The IBPS offers subsidy of up to 50 per cent of capital expenditure or Rs one lakh per seat, whichever is lower, for setting up BPO units in small towns and villages and to create employment there.
As Government has offered Capital Support: up to 50 per cent of one time capital expenditure incurred, this expenditure will be reduced from the cost of capital assets which will, in turn, reduce depreciation amount as per ICDS VII. “This will increase the direct tax burden on such assessees.”
ASSOCHAM has also suggested for setting up a Venture Capital pool initiated and coordinated by a bank/SPV (special purpose vehicle)/PPP (public private partnership) mode to boost availability of capital funds to the electronics sector.
“A venture capital pool be created and allied tax incentive provided, funds of such pool shall be used by genuine private players through a stringent mechanism,” it observed.

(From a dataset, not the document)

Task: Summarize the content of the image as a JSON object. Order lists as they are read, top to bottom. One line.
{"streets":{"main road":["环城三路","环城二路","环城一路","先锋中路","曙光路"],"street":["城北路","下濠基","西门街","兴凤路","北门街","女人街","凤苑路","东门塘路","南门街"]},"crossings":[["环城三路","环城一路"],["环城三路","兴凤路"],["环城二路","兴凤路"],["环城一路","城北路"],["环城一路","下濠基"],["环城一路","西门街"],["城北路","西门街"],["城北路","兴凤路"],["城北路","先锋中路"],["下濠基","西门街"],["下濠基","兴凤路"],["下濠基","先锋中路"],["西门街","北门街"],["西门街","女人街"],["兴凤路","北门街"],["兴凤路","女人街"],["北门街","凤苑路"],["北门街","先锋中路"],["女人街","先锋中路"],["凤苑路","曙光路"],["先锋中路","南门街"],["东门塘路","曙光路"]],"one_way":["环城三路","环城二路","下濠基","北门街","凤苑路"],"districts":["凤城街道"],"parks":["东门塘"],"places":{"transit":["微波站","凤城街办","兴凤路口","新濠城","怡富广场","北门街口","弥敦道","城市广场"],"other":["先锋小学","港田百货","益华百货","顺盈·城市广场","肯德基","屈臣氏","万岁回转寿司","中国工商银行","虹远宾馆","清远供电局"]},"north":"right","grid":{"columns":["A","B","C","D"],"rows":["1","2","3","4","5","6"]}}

It said that while contributors may be offered tax incentives on the dividend, manufactures may be provided with tax exemptions.
The chamber has recommended that weighted deduction of 150-200 per cent of actual cost for finance, energy and logistics cost be allowed on specified components.
“The costs pertaining to finance, energy and logistics/transportation constitute major portion of the consumer electronics sector, further, these costs are auditable and duly included in the financial statements of a company,” said ASSOCHAM.
The chamber recommended that in line with global principles for taxation of software and judicial pronouncements of Hon’ble Supreme Court in the case of customs and service tax, it should be clarified that distribution of copyrighted articles being software forming integral part of the hardware would not fall within the ambit of ‘royalty.’
It highlighted that there is currently dispute with respect to taxability of royalty in case of software (being copyrighted article) that forms part of hardware.